_TO DO:_
Gather each line of the records where "Hermanas" appears.

_SUPPLIED ENTRIES:_
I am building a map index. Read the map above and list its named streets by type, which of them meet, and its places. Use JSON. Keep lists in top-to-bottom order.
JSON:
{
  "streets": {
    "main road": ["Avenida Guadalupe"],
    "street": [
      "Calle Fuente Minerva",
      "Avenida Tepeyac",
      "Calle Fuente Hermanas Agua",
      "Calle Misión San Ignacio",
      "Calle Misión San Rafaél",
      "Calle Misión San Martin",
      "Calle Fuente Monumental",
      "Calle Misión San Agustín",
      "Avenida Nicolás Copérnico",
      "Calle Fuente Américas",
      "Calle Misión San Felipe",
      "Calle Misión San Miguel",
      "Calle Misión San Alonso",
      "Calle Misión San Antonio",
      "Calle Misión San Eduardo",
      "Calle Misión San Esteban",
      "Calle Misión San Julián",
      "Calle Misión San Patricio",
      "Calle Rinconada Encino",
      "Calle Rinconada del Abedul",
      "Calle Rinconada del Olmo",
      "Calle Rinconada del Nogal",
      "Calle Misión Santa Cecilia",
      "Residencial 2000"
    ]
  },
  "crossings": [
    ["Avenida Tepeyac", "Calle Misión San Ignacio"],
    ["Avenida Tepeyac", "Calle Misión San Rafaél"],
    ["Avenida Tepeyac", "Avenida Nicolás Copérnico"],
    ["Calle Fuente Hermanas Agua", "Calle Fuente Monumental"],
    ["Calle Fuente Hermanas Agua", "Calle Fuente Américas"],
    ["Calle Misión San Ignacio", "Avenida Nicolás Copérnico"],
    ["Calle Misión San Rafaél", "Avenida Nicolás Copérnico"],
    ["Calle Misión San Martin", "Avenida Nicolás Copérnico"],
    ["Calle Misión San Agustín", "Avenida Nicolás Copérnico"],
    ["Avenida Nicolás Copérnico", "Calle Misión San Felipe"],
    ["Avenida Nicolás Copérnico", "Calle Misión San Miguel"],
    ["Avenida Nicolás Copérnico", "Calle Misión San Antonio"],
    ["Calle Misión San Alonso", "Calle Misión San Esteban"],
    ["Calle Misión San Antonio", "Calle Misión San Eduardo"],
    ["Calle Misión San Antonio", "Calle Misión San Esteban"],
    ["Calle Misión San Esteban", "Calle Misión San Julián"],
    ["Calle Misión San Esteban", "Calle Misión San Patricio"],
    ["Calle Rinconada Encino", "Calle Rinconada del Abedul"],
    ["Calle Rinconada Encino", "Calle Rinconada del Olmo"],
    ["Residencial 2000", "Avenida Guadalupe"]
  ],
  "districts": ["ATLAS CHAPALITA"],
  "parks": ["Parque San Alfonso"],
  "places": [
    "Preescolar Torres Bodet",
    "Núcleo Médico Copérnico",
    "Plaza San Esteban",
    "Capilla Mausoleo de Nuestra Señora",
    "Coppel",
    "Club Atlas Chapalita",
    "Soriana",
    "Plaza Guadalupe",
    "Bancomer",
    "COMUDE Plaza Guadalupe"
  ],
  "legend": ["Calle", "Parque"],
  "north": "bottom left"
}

_ANSWER AREA:_
      "Calle Fuente Hermanas Agua",
    ["Calle Fuente Hermanas Agua", "Calle Fuente Monumental"],
    ["Calle Fuente Hermanas Agua", "Calle Fuente Américas"],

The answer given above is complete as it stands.